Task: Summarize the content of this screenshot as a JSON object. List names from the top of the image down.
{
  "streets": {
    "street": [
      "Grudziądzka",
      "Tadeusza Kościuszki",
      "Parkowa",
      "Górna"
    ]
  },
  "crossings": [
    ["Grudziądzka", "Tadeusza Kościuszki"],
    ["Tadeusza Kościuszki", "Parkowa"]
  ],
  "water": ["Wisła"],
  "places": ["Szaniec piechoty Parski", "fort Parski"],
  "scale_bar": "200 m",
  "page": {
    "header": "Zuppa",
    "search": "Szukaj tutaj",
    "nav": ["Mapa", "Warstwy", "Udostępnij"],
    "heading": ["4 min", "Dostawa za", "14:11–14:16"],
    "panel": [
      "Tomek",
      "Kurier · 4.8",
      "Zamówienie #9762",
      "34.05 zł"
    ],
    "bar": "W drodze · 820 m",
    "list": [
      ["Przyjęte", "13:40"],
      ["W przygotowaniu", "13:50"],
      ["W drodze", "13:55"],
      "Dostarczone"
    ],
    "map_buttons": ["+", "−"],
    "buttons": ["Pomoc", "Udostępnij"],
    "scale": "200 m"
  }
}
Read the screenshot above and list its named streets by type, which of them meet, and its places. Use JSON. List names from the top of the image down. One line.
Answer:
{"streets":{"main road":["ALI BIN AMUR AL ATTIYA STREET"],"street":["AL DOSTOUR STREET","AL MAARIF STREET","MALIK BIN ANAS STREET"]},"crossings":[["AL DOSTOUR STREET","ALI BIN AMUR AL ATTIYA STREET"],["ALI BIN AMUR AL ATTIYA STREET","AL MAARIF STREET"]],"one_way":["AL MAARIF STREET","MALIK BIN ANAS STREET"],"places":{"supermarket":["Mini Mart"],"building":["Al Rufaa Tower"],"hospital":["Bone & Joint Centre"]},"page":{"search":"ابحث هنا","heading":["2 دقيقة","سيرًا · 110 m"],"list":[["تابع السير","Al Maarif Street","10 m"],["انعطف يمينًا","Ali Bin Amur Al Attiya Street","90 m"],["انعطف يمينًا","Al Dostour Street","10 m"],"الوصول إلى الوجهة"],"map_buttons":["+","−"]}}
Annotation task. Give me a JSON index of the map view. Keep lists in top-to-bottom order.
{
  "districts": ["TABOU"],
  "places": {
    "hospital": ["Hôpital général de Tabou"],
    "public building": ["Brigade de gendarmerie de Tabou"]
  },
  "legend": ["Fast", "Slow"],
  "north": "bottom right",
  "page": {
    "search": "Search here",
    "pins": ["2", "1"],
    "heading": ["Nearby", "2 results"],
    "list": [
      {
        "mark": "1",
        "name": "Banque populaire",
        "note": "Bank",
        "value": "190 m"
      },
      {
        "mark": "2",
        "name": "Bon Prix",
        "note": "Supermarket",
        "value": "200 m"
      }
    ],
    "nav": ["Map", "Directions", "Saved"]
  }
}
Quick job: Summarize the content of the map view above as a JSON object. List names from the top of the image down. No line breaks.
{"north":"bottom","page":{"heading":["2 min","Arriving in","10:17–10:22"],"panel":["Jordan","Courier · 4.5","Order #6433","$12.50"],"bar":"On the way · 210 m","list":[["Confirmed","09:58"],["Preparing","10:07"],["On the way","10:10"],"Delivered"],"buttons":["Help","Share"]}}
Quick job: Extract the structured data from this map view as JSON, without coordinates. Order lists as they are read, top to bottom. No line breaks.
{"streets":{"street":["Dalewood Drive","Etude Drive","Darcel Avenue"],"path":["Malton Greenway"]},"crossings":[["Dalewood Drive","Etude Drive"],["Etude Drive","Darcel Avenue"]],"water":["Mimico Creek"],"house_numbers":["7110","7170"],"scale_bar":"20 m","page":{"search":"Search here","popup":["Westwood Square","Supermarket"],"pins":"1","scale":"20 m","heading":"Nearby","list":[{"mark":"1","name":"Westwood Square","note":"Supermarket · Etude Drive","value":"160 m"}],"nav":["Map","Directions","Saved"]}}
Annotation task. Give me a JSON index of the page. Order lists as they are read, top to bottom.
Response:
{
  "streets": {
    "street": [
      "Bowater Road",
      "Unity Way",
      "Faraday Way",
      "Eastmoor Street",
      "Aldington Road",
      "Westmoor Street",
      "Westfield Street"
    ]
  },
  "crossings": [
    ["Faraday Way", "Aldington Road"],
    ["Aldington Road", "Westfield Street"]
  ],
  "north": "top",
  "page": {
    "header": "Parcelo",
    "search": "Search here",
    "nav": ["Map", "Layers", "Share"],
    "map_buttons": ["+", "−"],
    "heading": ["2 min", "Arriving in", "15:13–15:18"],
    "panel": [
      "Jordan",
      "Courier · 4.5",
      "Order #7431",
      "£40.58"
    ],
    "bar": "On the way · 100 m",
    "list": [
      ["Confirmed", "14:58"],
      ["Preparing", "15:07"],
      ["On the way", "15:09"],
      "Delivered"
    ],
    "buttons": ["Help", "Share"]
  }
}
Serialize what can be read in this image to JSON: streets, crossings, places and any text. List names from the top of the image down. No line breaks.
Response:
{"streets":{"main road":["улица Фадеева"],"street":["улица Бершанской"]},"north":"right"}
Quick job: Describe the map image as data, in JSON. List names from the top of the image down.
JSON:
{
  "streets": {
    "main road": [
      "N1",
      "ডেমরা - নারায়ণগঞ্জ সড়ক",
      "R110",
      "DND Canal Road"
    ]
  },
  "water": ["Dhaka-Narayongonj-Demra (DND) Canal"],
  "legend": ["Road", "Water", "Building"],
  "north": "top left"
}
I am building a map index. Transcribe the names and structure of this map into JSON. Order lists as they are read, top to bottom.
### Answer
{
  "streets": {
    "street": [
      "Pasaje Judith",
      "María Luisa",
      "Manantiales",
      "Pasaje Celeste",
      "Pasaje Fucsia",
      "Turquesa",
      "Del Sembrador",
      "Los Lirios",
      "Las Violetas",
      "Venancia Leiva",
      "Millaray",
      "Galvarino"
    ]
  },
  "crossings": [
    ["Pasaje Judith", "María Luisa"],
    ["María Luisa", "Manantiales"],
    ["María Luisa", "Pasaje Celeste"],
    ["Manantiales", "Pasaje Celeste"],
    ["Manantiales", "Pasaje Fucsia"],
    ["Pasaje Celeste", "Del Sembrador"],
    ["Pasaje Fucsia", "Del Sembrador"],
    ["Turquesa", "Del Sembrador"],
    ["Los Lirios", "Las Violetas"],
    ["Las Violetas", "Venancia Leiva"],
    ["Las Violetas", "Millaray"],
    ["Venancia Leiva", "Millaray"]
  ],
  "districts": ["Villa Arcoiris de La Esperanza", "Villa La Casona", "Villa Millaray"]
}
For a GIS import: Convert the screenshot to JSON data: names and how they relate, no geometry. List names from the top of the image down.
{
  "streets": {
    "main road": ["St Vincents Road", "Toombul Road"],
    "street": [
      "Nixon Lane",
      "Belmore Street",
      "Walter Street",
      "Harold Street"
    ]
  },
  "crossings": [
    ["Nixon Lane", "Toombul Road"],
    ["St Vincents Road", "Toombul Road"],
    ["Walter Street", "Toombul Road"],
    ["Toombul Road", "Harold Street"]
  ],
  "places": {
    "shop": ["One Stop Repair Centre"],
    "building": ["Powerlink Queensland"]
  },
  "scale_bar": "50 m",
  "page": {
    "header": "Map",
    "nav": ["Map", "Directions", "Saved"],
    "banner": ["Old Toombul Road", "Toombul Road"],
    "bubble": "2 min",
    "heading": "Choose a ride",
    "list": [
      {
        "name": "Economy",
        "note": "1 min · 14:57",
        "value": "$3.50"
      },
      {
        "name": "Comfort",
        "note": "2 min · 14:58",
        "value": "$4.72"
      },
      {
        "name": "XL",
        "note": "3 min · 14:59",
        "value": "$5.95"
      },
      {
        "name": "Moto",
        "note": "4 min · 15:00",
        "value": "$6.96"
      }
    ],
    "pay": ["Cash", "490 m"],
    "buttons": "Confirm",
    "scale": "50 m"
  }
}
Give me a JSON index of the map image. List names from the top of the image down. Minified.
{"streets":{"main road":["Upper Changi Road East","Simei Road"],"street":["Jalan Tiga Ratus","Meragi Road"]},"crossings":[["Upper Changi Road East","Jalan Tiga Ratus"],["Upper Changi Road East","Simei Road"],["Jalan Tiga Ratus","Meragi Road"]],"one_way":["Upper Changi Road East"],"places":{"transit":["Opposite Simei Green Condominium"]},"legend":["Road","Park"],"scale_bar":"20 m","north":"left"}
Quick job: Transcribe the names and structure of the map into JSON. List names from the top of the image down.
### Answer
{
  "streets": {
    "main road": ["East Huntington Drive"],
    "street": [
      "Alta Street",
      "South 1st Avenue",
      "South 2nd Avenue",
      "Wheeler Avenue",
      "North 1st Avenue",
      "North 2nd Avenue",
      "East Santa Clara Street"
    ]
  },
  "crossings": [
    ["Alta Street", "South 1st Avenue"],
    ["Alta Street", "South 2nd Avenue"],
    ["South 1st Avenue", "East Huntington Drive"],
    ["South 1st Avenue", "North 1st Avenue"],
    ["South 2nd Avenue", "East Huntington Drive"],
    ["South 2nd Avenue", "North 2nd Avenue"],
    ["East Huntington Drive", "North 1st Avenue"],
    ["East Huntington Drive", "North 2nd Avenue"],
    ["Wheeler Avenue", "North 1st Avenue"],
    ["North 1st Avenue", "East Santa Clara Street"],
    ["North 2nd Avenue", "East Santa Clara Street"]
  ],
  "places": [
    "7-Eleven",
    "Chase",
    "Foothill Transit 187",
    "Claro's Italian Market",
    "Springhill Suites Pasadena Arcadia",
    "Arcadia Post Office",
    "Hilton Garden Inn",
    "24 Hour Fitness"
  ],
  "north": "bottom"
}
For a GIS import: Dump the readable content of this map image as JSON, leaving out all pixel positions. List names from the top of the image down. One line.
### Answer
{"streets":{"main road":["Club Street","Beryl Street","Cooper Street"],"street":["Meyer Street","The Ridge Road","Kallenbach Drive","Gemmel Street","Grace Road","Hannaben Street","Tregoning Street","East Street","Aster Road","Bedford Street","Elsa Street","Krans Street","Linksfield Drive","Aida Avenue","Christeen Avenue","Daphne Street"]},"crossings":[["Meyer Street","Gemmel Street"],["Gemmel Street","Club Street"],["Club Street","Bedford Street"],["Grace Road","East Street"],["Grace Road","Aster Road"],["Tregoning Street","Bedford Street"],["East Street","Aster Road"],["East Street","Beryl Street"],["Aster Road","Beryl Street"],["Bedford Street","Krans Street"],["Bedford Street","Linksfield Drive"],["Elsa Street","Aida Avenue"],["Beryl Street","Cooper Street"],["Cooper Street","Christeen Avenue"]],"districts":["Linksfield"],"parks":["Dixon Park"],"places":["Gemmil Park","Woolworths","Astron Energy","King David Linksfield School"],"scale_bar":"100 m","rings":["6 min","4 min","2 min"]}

- _How to complete this task_: The answer must be every line of the listing that holds the word "Transcribe".

- _Response to the exercise_:
I am building a map index. Transcribe the names and structure of this map into JSON. Order lists as they are read, top to bottom.
Quick job: Transcribe the names and structure of the map into JSON. List names from the top of the image down.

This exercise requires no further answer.